# Throughput
This notebook creates a throughput report for test results. It ties into the **Test Monitor Service** for retrieving filtered test results, the **Notebook Execution Service** for running outside of Jupyterhub, and the **Test Monitor Reports page** at #testmonitor/reports for displaying results.

The parameters and output use a schema recognized by the Test Monitor Reports page, which can be implemented by various report types. The Throughput notebook produces data that is best shown in a bar graph.

### Imports
Import Python modules for executing the notebook. Pandas is used for building and handling dataframes. Scrapbook is used for recording data for the Notebook Execution Service. The SystemLink Test Monitor Client provides access to test result data for processing.

In [1]:
import copy
import datetime
import pandas as pd
import scrapbook as sb
from dateutil import tz

import systemlink.clients.nitestmonitor as testmon

### Parameters
- `results_filter`: Dynamic Linq query filter for test results from the Test Monitor Service  
  Options: Any valid Test Monitor Results Dynamic Linq filter  
  Default: `'startedWithin <= "30.0:0:0"'`
- `group_by`: The dimension along which to reduce; what each bar in the output graph represents  
  Options: Day, System, Test Program, Operator, Part Number  
  Default: Day

Parameters are also listed in the metadata for the parameters cell, along with their default values. The Notebook Execution services uses that metadata to pass parameters from the Test Monitor Reports page to this notebook. Available `group_by` options are listed in the metadata as well; the Test Monitor Reports page uses these to validate inputs sent to the notebook.

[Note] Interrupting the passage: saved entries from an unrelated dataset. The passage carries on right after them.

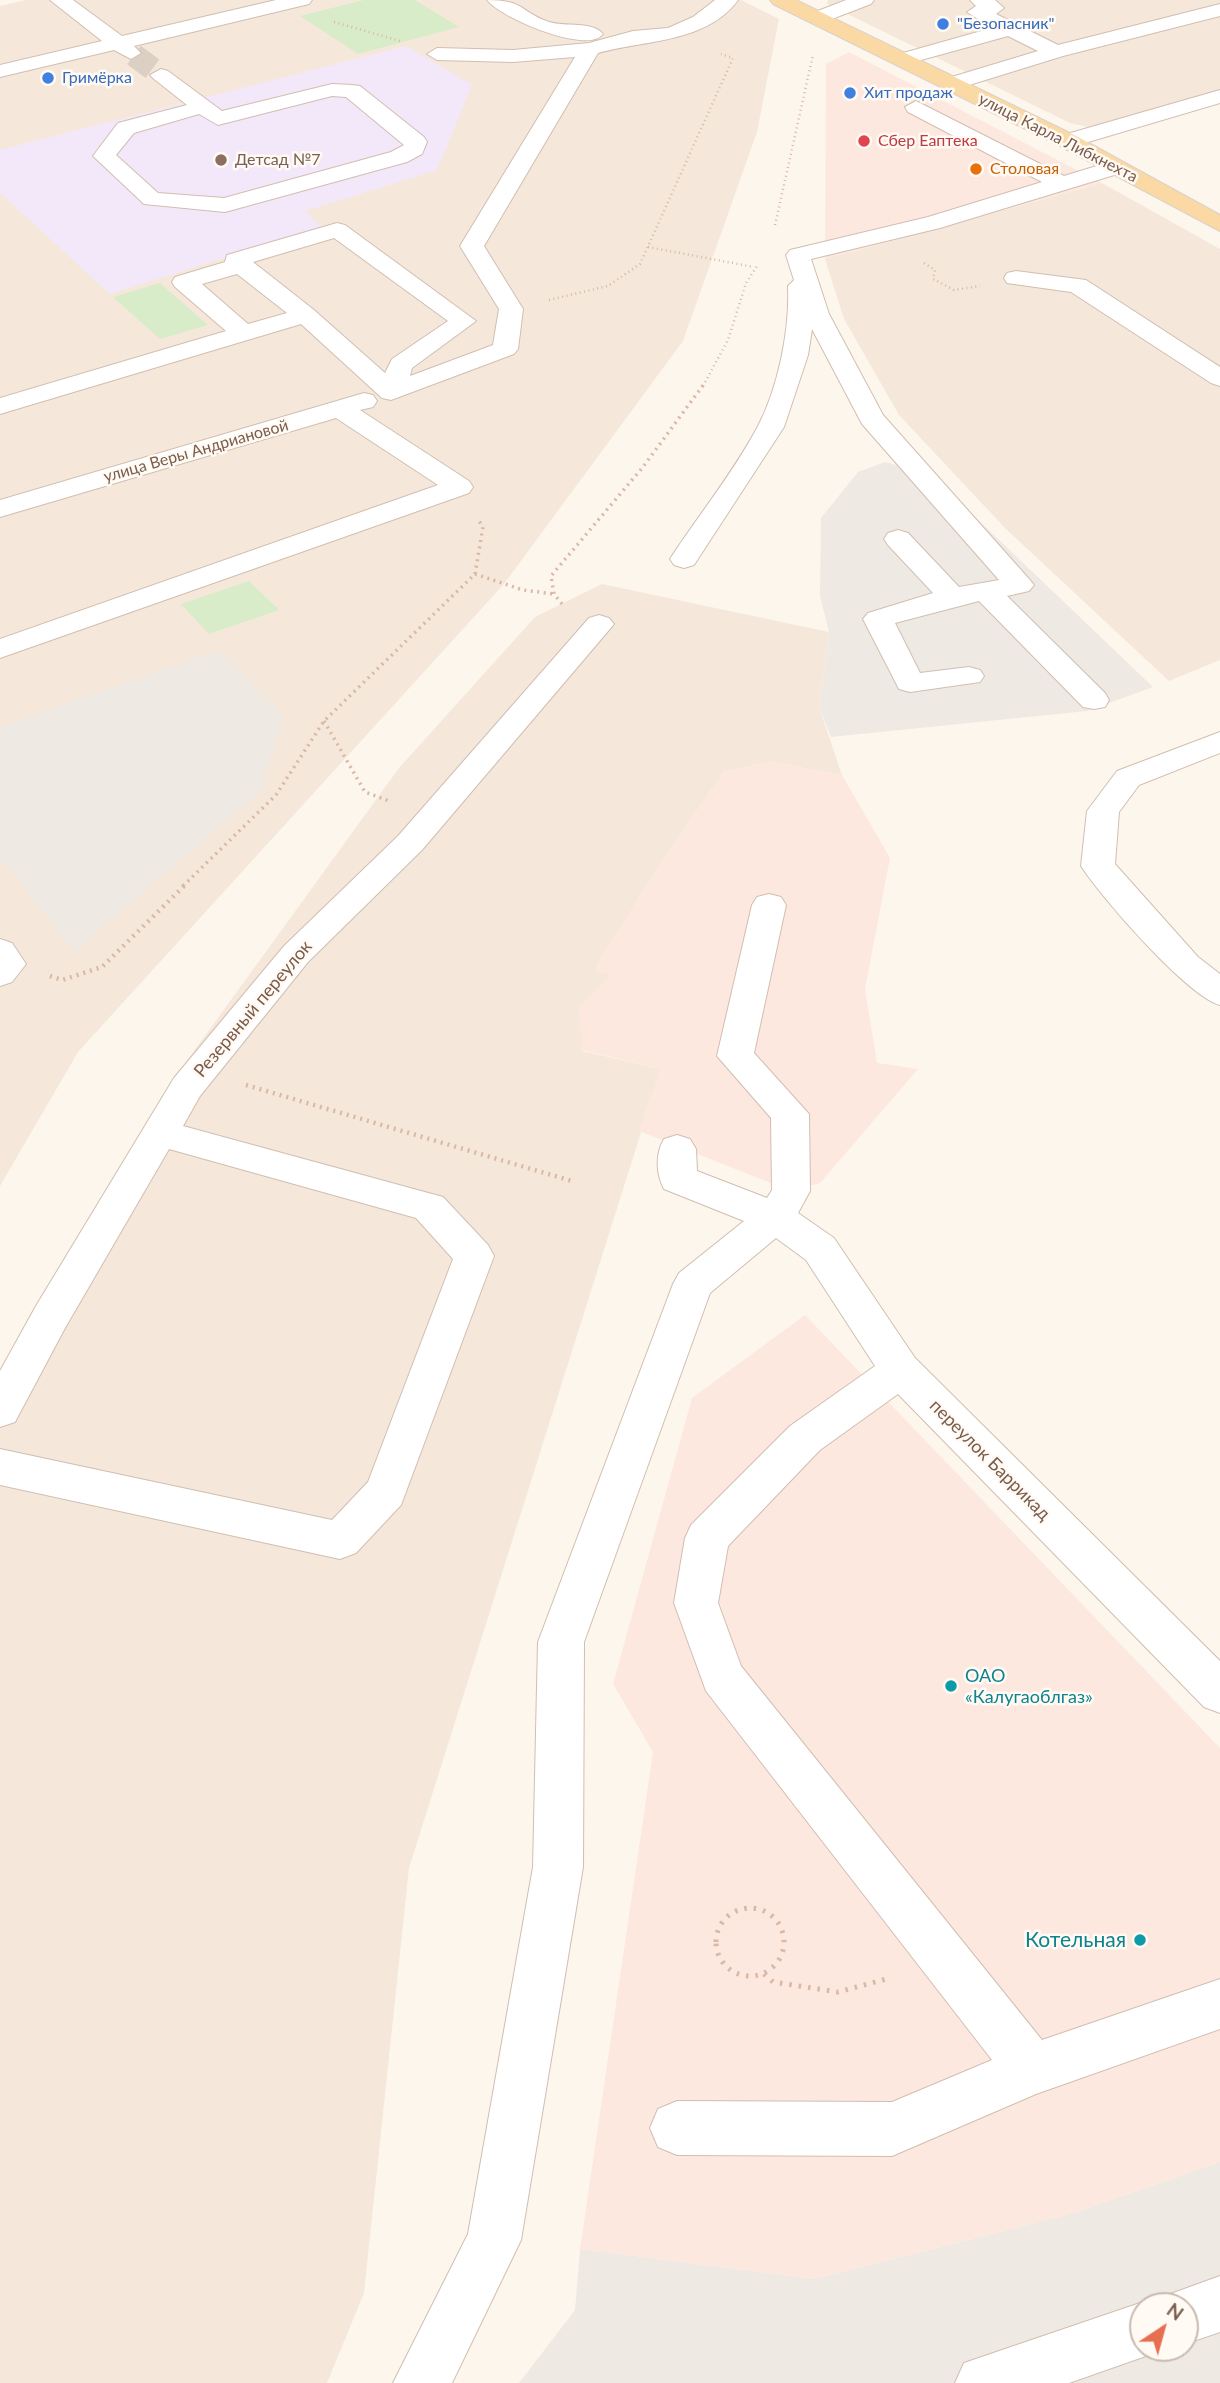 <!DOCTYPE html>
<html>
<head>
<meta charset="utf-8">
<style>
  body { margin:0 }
  #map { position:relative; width:1220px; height:2383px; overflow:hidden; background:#fdf6ec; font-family:Lato,sans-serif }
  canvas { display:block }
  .north { position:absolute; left:1129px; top:2292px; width:70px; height:70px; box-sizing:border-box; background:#fffaf3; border:2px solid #cabbb1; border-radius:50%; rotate:36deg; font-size:19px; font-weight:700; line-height:28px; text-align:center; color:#7a5c4d }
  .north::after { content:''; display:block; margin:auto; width:24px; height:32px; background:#e76f51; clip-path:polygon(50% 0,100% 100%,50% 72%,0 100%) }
</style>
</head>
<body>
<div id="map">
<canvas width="1220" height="2383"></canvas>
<div class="north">N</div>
</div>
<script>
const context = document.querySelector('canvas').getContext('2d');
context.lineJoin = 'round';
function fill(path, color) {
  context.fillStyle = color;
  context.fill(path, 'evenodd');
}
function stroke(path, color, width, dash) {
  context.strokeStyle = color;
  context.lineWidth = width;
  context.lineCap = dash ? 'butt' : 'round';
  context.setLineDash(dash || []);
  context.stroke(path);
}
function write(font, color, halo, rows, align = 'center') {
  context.font = font + ' Lato,sans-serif';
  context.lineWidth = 5;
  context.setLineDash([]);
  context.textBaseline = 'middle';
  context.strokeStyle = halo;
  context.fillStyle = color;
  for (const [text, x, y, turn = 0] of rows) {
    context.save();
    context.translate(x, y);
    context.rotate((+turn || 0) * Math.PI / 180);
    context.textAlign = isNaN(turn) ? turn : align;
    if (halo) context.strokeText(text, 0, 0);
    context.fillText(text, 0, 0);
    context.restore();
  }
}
const residential = new Path2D(`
  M26,0H741L779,19L757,132L683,341L504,584L78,1052L0,1186V6Z
  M828,0H1220V90L1104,124L1088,127L1070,123L827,4Z
  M1102,183L1220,249V660L1169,681L1006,529L899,415L844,319L825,259Z
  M602,584L829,632L819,707L842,775L771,762L724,772L657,869L595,969L612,975L583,1051L661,1069L409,1868L364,2293L327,2383H0V1370L170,1084L399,768L535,617Z`);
const commercial = new Path2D(`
  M849,52L1102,183L825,259L826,64Z
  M771,762L842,775L890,858L865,989L877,1063L918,1069L820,1183L791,1191L639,1131L661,1069L582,1050L579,1008L612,975L594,970L657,869L724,772Z
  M805,1315L1220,1748V2162L1074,2213L814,2279L580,2249L653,1752L613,1684L692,1398Z`);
const industrial = new Path2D(`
  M885,462L930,474L1153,687L1087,711L831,737L819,707L829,632L820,596L821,518L858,472Z
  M219,650L284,717L260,792L74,951L6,864L0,866V727Z
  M1220,2162V2383H519L575,2310L580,2249L814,2279L1074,2213ZM1143,2306H1185V2348H1143Z`);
const education = new Path2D(`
  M406,46L472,85L437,170L305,211L322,227L110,294L0,193V150Z`);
const green = new Path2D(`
  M364,0H415L459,27L358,54L300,16Z
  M160,283L208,325L160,339L113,297Z
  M249,581L279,610L209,634L181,604Z`);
const minorTunnel = new Path2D(`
  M134,55L161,75`);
const pathFar3 = new Path2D(`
  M334,22L400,41
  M775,225L813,55
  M648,247L754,267
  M924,263L935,270L933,279L954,290L980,286
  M549,300L608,286L640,264L733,58L721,54
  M703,386L728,340L746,283L757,266`);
const pathFar2 = new Path2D(`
  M475,574L483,527L479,521
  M562,604L554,594L551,576L643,467L704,384
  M324,721L365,792L389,801
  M183,886L276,795L324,721L475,574L523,590L554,594`);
const pathFar1 = new Path2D(`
  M50,976L62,980L102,967L185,885
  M246,1085L572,1181`);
const path = new Path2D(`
  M716 1942a34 34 0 1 1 68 0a34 34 0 1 1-68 0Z
  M764,1974L773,1982L838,1992L890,1978`);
const minor = new Path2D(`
  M50,0H73L122,36L276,0H312L309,4L134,46L141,53L131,59L114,50L0,77V65L102,41Z
  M487,0C525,0 520,12 549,22C565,27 593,21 603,34C588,55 501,18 487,0Z
  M715,0H738C707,43 644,40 598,53L484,246L523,309L518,349L514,354L391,400L382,398L301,324L0,414V398L226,331L175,287L172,282L175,277L225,262L227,255L337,223L345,225L476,321L412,368L410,376L493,345L499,309L460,246L575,57L513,62L437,60L427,54L437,48L513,50L589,43L633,31L668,28L693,17ZM334,238L448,321L392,359L385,373L314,310L253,262ZM237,274L287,313L248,324L202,284Z
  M846,0H874L871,4L824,22H810L807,18L810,14Z
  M970,0H995L1004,8L996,14L1058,45L1220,4V16L1063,56L953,90L942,84L945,79L1038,51L1008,36L903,65L896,63L893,59L896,55L992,28L967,12L976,6Z
  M161,69L168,71L222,111L332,84L352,85L360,86L424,137L427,142L422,154L407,162L225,212L144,204L93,156L118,123L187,105L154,79L150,75ZM332,96L346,97L404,145L391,152L224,198L158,193L116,155L134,133L199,114L218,125Z
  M1220,90V103L1068,148L1057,141L1060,136Z
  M916,101L1064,176L1116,160L1127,167L1124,172L940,228L811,259L829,314L883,415L1029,579L1034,585L1029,591L1007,596L1105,693L1109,700L1105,707L1094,709L1083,707L979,601L895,623L920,673L969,667L980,670L984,676L980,682L910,692L899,689L863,619L868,613L933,593L888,545L884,539L888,533L898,530L908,533L959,587L999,580L862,424L812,329L808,355L784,427L694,565L684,568L674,565L670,559C698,516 733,473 757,428C778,389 790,330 788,286L794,280L786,255L790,250L928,217L1042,182L908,112L905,107Z
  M1016,271L1086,280L1220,367V386L1211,383L1071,292L1007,283L1004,278L1007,273Z
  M364,393L373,395L377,401L373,407L360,410L469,481L473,487L469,493L0,658V639L438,485L336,418L0,517V500Z
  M599,615L609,618L614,624L609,630L422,850L308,962L200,1096L183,1126L443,1197L488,1245L494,1256L401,1505L356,1553L340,1559L0,1485V1449L332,1520L368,1482L453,1259L416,1218L169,1149L65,1328L15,1422L0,1427V1371L36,1306L174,1078L284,946L398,836L589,618Z
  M1220,732V753L1139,785L1119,812L1115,864L1198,957L1220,974V1005C1187,996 1101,897 1081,866L1087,811L1117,771Z
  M769,894L781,897L786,905L754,1053L809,1114L810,1191L798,1213L834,1238L915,1358L1220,1661V1713L1204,1707L898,1394L820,1450L728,1546L718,1603L741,1666L1042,2040L1220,1979V2029L1036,2094L892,2156L677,2155L658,2147L650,2128L658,2109L677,2101L892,2102L992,2060L706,1691L674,1603L685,1538L691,1525L790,1426L875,1366L806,1260L776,1238L710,1293L584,1642L583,1867L521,2240L452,2383H393L468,2234L533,1867L538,1642L673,1284L679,1273L744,1221L664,1189C656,1174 655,1154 664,1139L677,1135L690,1139L696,1149L697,1171L767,1198L772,1190L771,1118L717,1056L752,905L757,897Z
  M0,939L12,943L26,964L12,982L0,986Z
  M1220,2276V2332L1185,2344V2306H1161L1165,2296Z
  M1143,2302L1153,2306H1143V2348L1163,2350L1069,2383H955L964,2363Z`);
const major = new Path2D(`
  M770,0H796L1076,136L1220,215V231L1060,146L773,4Z`);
const markers = [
  [943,24,7,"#3f7fe0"],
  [48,78,7,"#3f7fe0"],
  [850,93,7,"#3f7fe0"],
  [864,141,7,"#e0444e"],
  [221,160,7,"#8d6e63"],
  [976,169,7,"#e8710a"],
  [951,1686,7,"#0f9aa8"],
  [1140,1940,7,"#0f9aa8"]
];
const farShopnames = [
  ["\"Безопасник\"",957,24],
  ["Гримёрка",62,78],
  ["Хит продаж",864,93]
];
const farStreetnames = [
  ["улица Карла Либкнехта",1058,138,27],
  ["улица Веры Андриановой",196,451,-16]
];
const farHealthnames = [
  ["Сбер Еаптека",878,141]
];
const farEducationnames = [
  ["Детсад №7",235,160]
];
const farFoodnames = [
  ["Столовая",990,169]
];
const streetNames = [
  ["Резервный переулок",253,1009,-50],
  ["переулок Баррикад",990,1460,45]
];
const cultureNames = [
  ["ОАО",965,1676],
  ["«Калугаоблгаз»",965,1697]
];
const nearCulturenames = [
  ["Котельная",1126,1940]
];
fill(residential, '#f5e8da');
fill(commercial, '#fde8e0');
fill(industrial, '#efe9e4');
fill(education, '#f3e8fa');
fill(green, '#d8ecc9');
stroke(minorTunnel, '#dcd0c4', 23, [23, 11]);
stroke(minor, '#d1beb0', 2);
stroke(major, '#dad1cd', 2);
stroke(pathFar3, '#d9b8a5', 2.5, [1, 3.5]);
stroke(pathFar2, '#d9b8a5', 3.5, [2, 4.5]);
stroke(pathFar1, '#d9b8a5', 4.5, [2, 5]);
stroke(path, '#d9b8a5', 5, [2.5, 7]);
fill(minor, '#fff');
fill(major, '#fbd9a5');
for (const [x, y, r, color] of markers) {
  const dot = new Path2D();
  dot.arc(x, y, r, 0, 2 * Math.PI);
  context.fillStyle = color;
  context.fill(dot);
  stroke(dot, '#fffaf3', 2.5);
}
write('16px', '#366cbe', '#fffaf3', farShopnames, 'left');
write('16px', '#7a5c4d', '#fffaf3', farStreetnames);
write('16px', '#be3a42', '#fffaf3', farHealthnames, 'left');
write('16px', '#785e54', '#fffaf3', farEducationnames, 'left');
write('16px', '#c56008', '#fffaf3', farFoodnames, 'left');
write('18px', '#7a5c4d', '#fffaf3', streetNames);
write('18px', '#0d838f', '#fffaf3', cultureNames, 'left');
write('21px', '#0d838f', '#fffaf3', nearCulturenames, 'right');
</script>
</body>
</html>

To see the metadata, select the code cell and click the wrench icon in the far left panel.

In [2]:
results_filter = 'startedWithin <= "30.0:0:0"'
products_filter = ''
group_by = 'Day'

### Mapping from grouping options to Test Monitor terminology
Translate the grouping options shown in the Test Monitor Reports page to keywords recognized by the Test Monitor API.

In [3]:
groups_map = {
    'Day': 'started_at',
    'System': 'host_name',
    'Test Program': 'program_name',
    'Operator': 'operator',
    'Part Number': 'part_number',
    'Workspace': 'workspace',
}
grouping = groups_map[group_by]

### Create Test Monitor client
Establish a connection to SystemLink over HTTP.

In [4]:
results_api = testmon.ResultsApi()

### Query for results
Query the Test Monitor Service for results matching the `results_filter` parameter.

In [5]:
results_query = testmon.ResultsAdvancedQuery(
    results_filter, product_filter=products_filter, order_by=testmon.ResultField.STARTED_AT
)

results = []

response = await results_api.query_results_v2(post_body=results_query)
while response.continuation_token:
    results = results + response.results
    results_query.continuation_token = response.continuation_token
    response = await results_api.query_results_v2(post_body=results_query)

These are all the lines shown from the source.